As previously described, the UAV requires the same heading source as the vessel. Importantly, it must not be affected by magnetic interference. This will ensure correct navigation and positioning during the Take Off and Landing, when the UAV magnetic compass will be affected by the vessel.
The GPS compass is required to provide stable and reliable heading estimation. This system will also provide a redundant back-up of both the GPS receiver and heading source on normal flights. While video navigation may be useful during the Take-off and Landing, it does not add value during normal operations.
A Radar Altimeter is required to provide reliable measurements of the altitude above the vessel landing platform and the water. This gives us an extra input for the relative altitude over the landing area, increasing the precision of the maneuver.
4 – EMI Interference.
A vessel is an extremely demanding environment primarily due to the high amount of Electromagnetic radiation emitted by the vessel itself. Communication systems and Radars are some of the electromagnetically active systems that can be found on a vessel along with additional electronics.

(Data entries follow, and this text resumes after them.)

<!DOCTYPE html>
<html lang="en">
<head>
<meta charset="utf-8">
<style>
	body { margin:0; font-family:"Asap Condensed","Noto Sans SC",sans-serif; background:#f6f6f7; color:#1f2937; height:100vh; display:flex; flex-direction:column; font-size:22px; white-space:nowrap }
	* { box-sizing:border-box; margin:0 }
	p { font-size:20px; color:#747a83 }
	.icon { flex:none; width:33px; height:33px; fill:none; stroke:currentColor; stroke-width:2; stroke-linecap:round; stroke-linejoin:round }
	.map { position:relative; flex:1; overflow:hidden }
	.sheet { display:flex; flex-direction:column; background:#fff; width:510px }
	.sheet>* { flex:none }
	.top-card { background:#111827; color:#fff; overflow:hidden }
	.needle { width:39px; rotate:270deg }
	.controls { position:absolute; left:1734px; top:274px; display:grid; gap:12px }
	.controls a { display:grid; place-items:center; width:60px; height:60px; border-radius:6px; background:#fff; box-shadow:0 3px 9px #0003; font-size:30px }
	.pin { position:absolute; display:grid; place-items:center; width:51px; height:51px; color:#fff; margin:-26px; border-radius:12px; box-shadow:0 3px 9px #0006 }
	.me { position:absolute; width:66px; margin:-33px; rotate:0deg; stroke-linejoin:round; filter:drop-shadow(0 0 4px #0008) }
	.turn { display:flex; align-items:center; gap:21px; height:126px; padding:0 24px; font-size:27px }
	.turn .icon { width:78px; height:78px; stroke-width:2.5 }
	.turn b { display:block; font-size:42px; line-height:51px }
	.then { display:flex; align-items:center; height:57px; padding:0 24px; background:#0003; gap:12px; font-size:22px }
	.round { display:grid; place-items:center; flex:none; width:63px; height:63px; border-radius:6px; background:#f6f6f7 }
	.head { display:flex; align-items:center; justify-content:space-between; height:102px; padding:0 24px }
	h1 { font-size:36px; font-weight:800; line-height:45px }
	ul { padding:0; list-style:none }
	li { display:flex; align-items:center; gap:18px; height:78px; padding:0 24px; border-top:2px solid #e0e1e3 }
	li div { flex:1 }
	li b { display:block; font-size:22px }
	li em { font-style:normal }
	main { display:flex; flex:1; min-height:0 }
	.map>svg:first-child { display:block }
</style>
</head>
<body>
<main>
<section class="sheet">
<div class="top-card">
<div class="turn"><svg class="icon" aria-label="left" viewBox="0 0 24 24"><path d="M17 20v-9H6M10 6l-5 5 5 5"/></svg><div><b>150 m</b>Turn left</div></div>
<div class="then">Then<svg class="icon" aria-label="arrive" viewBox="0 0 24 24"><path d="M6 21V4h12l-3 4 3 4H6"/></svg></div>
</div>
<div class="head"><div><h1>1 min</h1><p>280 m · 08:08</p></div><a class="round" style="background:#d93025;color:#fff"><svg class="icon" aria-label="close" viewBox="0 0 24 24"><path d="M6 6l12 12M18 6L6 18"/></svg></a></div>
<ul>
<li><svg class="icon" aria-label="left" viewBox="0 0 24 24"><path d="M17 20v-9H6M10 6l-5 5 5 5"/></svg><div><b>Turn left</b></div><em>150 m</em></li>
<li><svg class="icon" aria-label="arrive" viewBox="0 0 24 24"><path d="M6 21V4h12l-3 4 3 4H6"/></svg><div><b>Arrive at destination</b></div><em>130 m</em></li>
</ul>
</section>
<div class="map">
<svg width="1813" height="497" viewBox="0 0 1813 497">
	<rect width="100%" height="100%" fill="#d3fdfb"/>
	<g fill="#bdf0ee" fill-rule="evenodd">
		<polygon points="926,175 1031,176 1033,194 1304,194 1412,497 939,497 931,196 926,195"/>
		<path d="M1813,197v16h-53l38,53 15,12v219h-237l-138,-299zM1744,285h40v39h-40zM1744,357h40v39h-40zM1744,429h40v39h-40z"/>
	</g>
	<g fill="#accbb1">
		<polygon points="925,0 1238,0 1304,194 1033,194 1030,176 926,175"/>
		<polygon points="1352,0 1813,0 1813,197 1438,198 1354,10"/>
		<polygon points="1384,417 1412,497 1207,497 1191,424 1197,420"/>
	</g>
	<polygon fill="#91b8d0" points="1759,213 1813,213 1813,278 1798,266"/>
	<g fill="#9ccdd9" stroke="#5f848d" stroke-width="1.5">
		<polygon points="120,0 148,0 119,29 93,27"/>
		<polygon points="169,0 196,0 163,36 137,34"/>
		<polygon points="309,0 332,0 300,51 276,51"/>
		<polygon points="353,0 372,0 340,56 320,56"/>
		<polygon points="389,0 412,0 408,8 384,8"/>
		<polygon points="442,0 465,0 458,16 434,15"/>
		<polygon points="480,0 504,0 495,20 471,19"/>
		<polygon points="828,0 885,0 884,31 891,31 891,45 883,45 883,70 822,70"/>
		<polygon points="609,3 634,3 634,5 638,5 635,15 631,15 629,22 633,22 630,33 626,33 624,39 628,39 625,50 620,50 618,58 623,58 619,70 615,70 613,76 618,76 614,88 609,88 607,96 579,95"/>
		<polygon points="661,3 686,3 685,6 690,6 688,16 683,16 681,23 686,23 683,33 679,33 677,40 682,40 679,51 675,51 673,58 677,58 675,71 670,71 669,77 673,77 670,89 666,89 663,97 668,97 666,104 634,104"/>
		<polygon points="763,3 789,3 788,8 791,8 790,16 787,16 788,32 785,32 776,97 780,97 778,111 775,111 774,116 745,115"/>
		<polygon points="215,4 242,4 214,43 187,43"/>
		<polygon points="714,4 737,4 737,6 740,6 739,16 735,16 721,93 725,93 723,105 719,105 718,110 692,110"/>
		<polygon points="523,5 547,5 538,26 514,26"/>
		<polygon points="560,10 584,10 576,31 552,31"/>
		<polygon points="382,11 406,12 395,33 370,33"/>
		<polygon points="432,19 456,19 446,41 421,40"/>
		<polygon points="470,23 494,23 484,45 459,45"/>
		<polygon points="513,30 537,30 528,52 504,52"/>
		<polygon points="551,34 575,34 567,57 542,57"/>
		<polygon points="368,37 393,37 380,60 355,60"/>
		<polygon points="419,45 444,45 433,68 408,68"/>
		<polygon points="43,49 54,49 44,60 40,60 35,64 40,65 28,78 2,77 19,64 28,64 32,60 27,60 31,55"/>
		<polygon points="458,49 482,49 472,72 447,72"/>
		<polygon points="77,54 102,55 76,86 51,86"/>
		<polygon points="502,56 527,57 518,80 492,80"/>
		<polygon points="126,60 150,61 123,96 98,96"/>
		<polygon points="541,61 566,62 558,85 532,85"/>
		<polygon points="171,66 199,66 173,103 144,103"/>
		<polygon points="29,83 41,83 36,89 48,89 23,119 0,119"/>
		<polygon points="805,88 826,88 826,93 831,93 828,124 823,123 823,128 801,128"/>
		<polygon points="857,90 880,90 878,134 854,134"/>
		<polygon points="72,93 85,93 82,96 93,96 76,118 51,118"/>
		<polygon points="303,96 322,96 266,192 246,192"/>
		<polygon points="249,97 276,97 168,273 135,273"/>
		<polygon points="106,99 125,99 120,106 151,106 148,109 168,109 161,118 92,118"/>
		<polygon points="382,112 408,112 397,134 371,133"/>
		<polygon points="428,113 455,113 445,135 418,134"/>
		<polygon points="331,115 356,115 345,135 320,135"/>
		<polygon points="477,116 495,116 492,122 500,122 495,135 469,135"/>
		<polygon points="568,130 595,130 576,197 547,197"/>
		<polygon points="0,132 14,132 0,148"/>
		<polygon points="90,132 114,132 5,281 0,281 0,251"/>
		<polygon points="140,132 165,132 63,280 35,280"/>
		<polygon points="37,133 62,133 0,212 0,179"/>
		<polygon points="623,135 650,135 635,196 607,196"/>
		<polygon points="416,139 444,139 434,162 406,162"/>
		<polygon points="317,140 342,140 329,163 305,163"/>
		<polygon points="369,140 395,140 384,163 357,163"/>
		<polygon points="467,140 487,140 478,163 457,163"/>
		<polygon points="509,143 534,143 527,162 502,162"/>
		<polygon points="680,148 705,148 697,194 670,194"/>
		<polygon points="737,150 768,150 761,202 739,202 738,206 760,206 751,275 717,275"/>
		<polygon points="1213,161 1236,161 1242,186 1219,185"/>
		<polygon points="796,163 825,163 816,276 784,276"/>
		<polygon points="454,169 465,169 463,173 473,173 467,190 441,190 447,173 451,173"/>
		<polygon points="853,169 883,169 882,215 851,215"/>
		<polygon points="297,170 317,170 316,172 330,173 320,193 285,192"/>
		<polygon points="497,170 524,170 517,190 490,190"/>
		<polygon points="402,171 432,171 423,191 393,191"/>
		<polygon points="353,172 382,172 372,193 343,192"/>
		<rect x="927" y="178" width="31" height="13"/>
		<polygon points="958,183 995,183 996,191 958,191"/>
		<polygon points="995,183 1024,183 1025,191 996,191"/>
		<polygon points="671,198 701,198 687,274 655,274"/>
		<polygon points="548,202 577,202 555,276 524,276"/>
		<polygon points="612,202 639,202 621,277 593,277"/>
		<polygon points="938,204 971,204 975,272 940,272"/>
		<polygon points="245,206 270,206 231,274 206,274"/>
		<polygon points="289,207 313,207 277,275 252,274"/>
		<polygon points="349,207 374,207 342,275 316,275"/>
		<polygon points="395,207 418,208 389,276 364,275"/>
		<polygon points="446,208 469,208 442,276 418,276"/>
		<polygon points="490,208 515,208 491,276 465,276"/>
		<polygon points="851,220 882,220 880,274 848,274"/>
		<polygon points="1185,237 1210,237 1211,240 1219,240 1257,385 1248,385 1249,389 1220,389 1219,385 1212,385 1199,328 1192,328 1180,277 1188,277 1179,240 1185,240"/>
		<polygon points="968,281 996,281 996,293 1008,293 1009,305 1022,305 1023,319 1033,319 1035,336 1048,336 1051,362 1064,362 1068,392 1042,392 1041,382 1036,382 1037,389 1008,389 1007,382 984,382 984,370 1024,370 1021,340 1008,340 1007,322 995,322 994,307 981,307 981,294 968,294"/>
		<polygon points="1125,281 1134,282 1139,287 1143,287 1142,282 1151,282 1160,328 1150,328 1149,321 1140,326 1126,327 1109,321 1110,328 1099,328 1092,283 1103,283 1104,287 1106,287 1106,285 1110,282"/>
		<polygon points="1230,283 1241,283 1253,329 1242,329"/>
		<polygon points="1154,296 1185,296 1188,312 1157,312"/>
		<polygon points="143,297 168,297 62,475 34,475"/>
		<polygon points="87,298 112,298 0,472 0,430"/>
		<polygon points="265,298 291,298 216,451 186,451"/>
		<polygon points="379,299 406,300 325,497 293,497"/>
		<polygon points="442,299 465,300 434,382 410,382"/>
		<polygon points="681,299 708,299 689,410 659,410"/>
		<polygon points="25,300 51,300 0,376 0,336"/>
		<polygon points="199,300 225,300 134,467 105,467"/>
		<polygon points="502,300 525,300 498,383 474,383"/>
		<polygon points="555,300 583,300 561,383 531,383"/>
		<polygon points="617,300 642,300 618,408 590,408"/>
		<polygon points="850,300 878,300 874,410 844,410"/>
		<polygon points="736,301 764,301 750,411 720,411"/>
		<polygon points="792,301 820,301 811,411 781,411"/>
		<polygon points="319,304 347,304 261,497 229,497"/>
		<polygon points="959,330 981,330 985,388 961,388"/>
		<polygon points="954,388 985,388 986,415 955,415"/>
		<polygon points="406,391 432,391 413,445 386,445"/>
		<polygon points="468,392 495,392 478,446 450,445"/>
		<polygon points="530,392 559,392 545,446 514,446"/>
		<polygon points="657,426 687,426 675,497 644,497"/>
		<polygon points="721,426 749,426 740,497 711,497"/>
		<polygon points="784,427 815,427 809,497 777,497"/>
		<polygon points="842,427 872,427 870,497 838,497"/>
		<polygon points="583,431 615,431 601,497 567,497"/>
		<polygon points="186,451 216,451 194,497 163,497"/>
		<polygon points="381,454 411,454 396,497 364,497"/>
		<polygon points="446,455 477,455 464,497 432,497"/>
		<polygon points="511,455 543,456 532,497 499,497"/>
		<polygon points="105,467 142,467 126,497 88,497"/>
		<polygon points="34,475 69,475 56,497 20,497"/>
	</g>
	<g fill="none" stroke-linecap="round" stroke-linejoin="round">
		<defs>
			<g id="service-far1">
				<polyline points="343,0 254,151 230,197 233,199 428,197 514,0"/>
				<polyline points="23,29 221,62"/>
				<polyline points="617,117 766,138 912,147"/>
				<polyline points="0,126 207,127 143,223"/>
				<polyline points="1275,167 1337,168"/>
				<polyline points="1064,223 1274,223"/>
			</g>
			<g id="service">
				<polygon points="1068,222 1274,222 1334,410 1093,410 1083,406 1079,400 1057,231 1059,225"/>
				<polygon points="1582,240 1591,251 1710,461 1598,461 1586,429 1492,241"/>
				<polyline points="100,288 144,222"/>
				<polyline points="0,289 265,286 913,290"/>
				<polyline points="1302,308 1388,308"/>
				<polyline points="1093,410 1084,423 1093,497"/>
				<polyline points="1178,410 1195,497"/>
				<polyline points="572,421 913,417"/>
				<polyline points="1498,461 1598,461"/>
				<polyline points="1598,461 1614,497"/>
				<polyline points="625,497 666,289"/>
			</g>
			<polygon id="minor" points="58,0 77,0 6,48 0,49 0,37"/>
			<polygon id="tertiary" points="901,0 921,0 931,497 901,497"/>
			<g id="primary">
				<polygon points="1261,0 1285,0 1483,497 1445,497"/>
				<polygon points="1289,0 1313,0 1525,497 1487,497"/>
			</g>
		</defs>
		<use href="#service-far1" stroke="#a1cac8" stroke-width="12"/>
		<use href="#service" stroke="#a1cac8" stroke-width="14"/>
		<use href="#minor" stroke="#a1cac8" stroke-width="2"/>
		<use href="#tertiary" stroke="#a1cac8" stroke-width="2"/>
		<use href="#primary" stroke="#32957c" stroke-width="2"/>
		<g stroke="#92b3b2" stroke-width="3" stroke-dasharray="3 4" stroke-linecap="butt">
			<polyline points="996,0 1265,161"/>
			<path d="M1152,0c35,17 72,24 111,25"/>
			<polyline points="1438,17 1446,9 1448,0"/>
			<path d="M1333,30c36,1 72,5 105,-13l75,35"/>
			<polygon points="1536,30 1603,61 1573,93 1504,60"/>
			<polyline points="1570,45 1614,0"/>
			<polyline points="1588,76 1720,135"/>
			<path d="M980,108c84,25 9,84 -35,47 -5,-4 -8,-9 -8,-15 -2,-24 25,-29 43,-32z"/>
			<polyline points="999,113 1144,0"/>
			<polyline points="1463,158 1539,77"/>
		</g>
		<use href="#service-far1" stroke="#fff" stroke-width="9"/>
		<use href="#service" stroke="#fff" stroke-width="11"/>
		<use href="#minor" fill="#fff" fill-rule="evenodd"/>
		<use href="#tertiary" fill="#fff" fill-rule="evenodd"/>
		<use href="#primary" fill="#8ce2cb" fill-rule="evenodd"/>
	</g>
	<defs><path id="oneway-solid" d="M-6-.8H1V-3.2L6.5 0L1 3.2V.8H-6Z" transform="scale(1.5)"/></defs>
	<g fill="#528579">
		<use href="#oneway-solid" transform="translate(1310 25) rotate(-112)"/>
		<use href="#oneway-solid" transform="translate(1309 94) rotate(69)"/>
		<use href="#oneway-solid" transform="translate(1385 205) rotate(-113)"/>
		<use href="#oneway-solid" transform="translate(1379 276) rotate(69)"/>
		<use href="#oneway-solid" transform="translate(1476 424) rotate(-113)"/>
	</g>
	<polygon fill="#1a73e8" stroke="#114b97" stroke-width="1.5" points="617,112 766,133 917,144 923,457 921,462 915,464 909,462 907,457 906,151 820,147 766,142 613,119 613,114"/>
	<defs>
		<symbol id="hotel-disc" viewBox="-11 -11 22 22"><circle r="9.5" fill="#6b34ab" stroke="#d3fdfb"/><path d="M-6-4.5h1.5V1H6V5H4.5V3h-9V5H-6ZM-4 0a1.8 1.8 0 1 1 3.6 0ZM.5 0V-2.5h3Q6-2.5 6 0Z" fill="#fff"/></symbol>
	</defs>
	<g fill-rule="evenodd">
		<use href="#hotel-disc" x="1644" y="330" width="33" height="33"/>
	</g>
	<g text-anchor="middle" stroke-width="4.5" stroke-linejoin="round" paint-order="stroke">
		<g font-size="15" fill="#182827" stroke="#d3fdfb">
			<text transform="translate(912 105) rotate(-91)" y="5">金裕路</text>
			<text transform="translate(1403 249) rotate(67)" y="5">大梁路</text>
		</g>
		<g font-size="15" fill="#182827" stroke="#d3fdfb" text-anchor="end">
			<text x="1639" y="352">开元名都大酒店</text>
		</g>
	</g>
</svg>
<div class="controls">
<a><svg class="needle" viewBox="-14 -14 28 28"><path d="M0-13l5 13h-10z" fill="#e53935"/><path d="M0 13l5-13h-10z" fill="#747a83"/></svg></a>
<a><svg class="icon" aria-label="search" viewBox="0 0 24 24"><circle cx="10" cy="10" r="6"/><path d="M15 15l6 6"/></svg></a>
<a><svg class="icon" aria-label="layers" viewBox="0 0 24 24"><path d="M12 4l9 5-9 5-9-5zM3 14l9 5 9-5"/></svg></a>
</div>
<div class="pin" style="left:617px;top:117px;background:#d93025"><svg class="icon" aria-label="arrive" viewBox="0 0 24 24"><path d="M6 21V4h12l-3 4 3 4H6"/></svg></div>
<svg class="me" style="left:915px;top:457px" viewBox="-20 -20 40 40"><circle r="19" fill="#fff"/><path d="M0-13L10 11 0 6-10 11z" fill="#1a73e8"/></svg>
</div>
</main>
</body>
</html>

All ALPHA 900 systems are EMI shielded to reduce interference from external sources.
Additional information about the EMI testing carried out by the Spanish Aerospace Research Institute on the autopilot can be found here:
Extensive testing to gather knowledge and gain expertise.
Alpha has been working diligently on the required technologies and CONOPS necessary to land on moving vessels for more than two years. From the design and manufacturing of our own moving platform to the evaluation of commercially available technologies, Alpha has invested significant internal resources to integrate this capability on its helicopter UAV platform.
Evaluation of sensors:
At the start of the R&D project, all available sensors were evaluated, including radar beacons for relative positioning, radar altimeters, GPS Compass and Video landing aids in order to define the optimal set up.
Testing on the Moving 3DOF platform.
Alpha has designed and built a 3DOF platform to be able to simulate the conditions of an offshore vessel. This exercise has provided tremendous experience and value as it has enabled Alpha to trial any sensors and procedures quickly and efficiently.
Testing on small boat, modified for testing purposes.
On a small patrol boat, Alpha has added a landing platform to perform take-off and landing exercises under real conditions.
Trials on Coast Guard vessels:
Alpha conducted its first naval take-off and landing from a vessel in 2016. This exercise was a very useful first step to better understand the requirements and conditions of maritime operations.